[Information provided — start]

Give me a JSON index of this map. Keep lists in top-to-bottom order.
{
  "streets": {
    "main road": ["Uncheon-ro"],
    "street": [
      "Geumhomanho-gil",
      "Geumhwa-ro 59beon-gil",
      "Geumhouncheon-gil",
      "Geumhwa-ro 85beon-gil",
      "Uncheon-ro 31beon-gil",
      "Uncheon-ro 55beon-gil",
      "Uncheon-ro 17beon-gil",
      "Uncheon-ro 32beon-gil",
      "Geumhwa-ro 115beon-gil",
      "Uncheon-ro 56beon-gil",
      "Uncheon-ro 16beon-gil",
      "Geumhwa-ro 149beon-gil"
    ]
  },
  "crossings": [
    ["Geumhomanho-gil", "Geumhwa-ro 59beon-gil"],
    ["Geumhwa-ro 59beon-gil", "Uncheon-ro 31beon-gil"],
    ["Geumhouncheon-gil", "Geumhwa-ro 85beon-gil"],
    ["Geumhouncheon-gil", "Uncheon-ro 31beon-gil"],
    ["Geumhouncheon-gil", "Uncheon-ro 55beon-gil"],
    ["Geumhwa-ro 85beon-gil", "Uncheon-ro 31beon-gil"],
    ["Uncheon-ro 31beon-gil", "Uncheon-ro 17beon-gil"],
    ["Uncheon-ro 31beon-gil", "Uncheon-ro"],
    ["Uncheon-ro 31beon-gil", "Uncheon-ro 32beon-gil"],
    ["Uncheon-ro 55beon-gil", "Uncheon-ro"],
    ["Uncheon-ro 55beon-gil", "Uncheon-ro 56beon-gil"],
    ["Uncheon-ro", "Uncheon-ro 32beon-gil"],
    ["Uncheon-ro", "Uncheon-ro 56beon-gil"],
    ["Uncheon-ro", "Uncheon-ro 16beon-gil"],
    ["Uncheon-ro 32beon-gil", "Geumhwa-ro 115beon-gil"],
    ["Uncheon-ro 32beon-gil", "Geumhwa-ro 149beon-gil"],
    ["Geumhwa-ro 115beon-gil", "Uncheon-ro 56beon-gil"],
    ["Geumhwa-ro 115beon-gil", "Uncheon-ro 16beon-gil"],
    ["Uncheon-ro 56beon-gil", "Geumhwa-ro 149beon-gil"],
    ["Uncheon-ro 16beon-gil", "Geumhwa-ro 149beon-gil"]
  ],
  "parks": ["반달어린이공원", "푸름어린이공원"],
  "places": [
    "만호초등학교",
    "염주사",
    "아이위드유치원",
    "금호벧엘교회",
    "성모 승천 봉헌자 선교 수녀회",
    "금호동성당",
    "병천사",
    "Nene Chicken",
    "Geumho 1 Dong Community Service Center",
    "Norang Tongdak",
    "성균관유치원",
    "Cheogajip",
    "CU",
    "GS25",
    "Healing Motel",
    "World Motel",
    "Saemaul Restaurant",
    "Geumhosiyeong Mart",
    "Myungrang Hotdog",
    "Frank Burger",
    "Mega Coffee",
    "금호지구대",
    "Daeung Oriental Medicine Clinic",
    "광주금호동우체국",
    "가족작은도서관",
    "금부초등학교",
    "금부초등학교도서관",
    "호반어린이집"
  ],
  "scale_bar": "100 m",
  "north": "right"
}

[Information provided — finish]

Task item: Report all lines of the data that include the word "Geumhouncheon".

Task result:
      "Geumhouncheon-gil",
    ["Geumhouncheon-gil", "Geumhwa-ro 85beon-gil"],
    ["Geumhouncheon-gil", "Uncheon-ro 31beon-gil"],
    ["Geumhouncheon-gil", "Uncheon-ro 55beon-gil"],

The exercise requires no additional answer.